=== MATERIAL FOR THE TASK ===

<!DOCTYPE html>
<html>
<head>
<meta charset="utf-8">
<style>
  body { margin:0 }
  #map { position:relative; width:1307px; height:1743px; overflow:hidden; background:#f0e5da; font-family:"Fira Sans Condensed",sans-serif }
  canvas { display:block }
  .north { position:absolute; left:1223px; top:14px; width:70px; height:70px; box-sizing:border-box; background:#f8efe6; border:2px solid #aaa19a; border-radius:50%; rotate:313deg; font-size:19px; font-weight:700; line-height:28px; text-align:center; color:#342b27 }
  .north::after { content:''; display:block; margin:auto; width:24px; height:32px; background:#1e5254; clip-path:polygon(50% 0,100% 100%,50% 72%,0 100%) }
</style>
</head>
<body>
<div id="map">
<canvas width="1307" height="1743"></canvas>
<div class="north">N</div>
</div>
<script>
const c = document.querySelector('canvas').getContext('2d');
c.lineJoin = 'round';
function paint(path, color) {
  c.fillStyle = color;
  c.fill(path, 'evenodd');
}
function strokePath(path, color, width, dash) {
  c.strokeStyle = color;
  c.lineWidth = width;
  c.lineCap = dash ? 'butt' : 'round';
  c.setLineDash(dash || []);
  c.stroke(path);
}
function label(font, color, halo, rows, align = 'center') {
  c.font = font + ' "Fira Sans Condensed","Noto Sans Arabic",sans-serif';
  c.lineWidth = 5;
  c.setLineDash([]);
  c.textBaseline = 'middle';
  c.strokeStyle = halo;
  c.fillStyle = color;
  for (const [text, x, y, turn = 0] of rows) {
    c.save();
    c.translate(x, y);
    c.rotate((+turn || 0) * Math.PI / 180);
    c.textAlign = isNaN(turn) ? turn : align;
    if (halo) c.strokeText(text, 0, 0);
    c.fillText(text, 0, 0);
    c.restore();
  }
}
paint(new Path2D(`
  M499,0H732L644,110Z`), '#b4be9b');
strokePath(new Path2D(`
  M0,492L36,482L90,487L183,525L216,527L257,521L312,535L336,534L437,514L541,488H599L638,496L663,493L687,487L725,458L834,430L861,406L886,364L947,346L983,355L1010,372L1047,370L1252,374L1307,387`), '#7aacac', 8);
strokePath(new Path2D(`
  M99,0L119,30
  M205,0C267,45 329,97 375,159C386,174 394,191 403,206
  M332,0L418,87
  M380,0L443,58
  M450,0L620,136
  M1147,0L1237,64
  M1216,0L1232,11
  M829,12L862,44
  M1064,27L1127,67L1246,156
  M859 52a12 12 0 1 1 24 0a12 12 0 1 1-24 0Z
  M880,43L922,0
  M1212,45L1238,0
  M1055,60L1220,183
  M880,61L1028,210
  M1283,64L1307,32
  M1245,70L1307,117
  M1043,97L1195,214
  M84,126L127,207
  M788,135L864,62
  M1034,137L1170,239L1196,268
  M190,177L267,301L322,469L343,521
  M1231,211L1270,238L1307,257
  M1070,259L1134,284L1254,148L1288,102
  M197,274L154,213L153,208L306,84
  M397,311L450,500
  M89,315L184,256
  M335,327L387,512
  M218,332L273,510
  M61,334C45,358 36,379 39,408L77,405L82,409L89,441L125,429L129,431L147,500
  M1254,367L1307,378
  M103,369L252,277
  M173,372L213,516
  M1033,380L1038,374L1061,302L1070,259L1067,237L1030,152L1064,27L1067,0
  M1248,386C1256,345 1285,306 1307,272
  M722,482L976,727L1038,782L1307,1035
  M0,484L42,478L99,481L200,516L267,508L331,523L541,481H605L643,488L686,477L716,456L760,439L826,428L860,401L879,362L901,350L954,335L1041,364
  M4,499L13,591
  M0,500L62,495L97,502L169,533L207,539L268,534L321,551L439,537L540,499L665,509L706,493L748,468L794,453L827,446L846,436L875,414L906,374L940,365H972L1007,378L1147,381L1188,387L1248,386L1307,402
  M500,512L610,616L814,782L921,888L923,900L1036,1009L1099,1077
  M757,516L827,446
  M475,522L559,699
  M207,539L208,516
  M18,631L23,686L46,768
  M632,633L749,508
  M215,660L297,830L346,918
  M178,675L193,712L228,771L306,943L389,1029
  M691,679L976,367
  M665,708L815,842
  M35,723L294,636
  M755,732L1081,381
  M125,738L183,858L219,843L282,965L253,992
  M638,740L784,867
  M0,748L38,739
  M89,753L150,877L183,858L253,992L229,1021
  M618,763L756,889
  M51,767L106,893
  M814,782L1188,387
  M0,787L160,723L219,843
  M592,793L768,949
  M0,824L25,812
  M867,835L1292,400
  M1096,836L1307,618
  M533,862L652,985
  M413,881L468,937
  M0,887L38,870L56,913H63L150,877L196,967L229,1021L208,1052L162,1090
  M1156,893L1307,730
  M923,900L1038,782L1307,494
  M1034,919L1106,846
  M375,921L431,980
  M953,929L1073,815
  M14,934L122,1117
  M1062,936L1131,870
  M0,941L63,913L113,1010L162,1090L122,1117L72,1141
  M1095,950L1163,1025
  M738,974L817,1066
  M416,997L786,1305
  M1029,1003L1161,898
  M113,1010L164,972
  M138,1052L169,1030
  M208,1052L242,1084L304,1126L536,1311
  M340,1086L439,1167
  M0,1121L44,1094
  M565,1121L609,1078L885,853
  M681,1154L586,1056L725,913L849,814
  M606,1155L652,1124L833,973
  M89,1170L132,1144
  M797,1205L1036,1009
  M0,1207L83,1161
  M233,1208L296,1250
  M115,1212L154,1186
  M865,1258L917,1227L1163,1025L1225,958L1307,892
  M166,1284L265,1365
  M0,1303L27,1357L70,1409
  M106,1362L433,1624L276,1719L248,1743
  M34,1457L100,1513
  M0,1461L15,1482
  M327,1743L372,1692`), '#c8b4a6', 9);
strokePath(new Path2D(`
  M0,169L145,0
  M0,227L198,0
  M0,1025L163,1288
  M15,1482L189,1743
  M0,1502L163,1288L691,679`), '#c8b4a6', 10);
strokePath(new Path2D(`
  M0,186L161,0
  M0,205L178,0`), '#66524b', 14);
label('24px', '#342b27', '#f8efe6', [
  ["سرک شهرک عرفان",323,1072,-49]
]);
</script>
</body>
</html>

===

TASK:
With the first line being the one containing "M84,126L127,207" and the last line the one containing "M173,372L213,516", transcribe exactly the lines above that fall in that range.

WRITTEN ANSWER:
  M84,126L127,207
  M788,135L864,62
  M1034,137L1170,239L1196,268
  M190,177L267,301L322,469L343,521
  M1231,211L1270,238L1307,257
  M1070,259L1134,284L1254,148L1288,102
  M197,274L154,213L153,208L306,84
  M397,311L450,500
  M89,315L184,256
  M335,327L387,512
  M218,332L273,510
  M61,334C45,358 36,379 39,408L77,405L82,409L89,441L125,429L129,431L147,500
  M1254,367L1307,378
  M103,369L252,277
  M173,372L213,516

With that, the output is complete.